### [Directions for this task]
Copy every line below where the string "East" is found.

Saved entries
*-*-*

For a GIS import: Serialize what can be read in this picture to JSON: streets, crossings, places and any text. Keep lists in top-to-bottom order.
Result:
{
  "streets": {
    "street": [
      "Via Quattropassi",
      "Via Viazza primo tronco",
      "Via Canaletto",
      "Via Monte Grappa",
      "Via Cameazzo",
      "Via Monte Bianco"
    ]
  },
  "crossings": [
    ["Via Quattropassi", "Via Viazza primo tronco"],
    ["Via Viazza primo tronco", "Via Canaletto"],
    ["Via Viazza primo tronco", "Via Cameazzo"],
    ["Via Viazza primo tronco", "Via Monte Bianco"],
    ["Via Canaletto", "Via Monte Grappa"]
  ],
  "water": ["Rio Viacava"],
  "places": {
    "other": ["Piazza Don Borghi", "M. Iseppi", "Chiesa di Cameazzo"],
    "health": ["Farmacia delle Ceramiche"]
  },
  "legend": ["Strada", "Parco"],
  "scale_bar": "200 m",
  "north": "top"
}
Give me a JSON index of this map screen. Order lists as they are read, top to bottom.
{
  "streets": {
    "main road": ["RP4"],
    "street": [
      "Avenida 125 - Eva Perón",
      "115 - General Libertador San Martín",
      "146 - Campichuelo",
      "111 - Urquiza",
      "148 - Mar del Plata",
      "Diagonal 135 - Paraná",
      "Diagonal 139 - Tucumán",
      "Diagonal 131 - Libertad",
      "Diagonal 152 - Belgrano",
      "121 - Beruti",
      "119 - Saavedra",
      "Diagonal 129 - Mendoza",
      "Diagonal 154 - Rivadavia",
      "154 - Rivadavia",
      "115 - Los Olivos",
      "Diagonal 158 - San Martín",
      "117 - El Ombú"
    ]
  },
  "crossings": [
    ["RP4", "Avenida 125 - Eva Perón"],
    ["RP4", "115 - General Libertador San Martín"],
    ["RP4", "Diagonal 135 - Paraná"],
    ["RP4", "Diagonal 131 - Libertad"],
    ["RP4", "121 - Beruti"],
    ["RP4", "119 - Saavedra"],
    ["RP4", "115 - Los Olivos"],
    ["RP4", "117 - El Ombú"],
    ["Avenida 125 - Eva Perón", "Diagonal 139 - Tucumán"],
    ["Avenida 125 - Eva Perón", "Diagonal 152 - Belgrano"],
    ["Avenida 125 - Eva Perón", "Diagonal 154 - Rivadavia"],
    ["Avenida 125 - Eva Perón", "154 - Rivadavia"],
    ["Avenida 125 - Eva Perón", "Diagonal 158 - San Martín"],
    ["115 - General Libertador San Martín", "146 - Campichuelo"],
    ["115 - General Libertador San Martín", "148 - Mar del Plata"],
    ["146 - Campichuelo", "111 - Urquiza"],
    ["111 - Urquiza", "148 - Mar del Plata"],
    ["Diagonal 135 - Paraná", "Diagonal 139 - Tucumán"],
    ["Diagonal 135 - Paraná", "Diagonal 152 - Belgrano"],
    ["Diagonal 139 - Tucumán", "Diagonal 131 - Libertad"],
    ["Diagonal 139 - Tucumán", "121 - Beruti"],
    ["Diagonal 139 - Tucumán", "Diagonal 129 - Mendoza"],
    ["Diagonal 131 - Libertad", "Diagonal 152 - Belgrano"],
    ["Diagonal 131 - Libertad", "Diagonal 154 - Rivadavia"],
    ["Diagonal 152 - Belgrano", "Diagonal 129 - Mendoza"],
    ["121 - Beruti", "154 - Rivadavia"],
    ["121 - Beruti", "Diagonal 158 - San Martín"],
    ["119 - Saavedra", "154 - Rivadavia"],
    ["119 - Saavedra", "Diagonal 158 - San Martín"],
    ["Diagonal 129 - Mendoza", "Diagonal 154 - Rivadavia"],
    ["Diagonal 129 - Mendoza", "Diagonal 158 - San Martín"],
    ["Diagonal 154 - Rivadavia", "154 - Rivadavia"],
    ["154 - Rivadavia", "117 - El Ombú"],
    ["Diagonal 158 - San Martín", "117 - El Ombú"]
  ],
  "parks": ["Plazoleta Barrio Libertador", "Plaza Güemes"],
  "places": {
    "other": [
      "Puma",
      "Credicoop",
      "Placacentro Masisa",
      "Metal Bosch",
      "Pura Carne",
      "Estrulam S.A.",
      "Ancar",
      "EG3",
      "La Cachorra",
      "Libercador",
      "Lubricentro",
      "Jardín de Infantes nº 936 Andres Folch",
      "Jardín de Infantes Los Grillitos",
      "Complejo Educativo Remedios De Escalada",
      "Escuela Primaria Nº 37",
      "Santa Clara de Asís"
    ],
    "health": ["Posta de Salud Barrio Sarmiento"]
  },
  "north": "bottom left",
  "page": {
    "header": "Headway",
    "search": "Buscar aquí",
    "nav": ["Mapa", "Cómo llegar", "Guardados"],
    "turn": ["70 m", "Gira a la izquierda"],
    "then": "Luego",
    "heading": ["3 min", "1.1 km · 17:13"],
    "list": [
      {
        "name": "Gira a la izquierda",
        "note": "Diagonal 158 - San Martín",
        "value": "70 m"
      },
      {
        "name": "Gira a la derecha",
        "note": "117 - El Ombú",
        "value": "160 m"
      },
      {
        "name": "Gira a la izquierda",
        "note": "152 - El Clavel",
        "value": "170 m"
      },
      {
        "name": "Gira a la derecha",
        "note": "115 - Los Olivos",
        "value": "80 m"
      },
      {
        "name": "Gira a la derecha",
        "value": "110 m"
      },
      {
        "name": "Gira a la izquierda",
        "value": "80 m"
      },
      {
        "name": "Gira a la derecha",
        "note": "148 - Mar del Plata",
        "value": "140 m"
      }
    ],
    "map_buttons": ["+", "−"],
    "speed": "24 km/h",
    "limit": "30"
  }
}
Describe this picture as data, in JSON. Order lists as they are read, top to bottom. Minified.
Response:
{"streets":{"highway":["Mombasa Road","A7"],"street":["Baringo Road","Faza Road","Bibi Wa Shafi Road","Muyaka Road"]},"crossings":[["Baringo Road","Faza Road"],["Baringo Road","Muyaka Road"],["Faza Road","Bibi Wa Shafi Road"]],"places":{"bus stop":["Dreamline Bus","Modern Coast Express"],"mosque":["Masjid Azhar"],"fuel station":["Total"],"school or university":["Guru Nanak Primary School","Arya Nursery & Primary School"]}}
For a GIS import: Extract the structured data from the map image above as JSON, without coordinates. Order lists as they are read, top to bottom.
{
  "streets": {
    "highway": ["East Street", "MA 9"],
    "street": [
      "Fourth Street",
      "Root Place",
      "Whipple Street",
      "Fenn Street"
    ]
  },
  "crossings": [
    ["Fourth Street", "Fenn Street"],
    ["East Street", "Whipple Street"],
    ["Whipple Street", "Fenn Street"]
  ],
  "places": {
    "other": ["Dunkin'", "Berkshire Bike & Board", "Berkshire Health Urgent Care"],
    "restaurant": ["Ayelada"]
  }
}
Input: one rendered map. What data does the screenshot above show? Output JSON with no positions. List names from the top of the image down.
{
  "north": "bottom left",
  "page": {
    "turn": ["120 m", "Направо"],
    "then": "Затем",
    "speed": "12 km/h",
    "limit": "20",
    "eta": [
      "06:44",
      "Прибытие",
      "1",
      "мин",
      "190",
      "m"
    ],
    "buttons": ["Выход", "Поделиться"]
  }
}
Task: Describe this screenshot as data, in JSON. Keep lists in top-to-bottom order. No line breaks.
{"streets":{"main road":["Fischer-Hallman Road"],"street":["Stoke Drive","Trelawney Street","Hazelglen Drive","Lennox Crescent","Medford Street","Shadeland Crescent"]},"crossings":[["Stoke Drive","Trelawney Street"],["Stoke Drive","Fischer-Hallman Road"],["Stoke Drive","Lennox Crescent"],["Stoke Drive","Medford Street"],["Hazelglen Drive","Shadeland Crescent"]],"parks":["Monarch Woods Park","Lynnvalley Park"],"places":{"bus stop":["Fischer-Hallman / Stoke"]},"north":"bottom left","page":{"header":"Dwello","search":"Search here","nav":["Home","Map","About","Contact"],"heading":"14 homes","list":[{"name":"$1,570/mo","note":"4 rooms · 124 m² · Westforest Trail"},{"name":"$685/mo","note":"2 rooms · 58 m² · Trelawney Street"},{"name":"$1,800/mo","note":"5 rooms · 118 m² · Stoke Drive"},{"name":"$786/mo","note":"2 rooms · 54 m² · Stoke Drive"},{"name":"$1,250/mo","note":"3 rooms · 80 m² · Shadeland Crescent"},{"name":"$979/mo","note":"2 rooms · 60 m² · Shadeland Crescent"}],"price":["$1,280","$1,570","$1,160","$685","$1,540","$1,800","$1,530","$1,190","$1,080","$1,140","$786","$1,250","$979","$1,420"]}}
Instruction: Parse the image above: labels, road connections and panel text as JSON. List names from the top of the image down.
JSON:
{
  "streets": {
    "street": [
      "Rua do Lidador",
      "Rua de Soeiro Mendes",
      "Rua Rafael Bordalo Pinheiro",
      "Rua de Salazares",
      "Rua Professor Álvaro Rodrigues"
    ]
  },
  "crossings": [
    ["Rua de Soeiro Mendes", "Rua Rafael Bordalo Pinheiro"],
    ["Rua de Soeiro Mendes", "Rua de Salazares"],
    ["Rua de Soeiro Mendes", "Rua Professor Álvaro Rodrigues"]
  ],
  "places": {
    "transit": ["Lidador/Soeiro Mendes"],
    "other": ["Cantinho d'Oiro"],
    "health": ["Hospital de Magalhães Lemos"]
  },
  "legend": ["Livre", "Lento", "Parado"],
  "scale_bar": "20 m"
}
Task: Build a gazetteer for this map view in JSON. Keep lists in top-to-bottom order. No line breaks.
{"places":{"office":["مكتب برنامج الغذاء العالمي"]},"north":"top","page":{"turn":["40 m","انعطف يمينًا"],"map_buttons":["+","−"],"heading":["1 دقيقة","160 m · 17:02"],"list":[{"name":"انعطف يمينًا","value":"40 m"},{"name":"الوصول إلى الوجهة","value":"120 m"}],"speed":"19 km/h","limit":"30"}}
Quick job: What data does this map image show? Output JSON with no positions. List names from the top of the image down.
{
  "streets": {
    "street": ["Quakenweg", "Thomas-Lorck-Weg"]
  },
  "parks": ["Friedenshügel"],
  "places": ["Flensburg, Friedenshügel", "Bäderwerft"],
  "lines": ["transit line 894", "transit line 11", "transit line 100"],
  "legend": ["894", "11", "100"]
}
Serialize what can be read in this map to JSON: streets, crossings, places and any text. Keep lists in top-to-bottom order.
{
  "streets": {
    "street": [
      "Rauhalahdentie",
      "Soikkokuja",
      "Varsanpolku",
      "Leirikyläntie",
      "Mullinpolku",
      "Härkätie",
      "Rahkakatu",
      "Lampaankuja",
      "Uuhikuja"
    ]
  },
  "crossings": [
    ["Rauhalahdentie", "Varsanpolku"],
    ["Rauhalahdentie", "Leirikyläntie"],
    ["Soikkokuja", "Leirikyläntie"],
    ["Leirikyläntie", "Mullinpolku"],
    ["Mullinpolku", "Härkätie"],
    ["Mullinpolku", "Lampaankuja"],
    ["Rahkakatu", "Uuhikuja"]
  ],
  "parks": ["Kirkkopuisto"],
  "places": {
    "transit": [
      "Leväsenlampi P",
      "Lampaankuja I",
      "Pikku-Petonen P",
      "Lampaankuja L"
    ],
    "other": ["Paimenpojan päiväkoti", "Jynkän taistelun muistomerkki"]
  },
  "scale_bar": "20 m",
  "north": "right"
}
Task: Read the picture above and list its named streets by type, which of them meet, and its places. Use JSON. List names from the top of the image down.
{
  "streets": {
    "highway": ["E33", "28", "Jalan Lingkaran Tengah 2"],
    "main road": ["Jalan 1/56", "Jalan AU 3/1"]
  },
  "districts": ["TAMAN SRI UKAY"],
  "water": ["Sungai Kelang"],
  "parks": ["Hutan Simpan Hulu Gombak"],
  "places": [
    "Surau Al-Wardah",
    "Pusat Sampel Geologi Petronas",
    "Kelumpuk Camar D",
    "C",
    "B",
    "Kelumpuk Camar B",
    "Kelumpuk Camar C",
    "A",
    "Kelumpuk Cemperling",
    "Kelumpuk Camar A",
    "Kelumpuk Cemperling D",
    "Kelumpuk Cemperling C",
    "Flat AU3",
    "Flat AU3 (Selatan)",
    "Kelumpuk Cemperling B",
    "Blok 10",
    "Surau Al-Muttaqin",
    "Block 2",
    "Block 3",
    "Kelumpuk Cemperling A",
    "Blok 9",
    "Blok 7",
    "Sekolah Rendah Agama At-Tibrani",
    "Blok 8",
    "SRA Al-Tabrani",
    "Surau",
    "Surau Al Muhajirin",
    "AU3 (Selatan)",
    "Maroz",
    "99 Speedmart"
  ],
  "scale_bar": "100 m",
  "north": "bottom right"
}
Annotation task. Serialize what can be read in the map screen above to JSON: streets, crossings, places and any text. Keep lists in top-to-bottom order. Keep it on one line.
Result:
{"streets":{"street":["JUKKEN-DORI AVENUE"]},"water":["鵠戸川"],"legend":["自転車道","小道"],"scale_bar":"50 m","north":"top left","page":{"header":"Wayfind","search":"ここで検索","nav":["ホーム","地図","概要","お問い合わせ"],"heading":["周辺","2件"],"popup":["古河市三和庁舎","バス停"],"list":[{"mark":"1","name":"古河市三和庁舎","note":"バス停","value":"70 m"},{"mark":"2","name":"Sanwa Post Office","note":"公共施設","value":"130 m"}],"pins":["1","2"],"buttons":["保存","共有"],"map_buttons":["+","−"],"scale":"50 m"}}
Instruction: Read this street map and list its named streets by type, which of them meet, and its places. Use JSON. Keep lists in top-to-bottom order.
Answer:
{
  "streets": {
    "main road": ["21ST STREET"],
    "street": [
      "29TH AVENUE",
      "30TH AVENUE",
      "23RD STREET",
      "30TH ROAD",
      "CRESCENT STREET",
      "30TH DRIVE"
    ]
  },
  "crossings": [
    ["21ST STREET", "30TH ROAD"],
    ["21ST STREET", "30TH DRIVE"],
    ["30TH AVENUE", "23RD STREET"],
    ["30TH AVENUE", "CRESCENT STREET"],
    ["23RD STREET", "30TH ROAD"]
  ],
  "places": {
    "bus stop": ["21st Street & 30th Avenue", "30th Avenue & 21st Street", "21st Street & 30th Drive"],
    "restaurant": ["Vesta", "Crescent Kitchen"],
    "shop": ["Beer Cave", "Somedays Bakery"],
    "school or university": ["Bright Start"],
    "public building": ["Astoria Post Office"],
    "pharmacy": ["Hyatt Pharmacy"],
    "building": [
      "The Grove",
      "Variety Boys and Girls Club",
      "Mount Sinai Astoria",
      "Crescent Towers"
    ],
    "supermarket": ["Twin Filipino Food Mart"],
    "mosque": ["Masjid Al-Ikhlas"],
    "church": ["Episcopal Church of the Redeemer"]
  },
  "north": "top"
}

*-*-*

### [Problem solution]
    "highway": ["East Street", "MA 9"],
    ["East Street", "Whipple Street"],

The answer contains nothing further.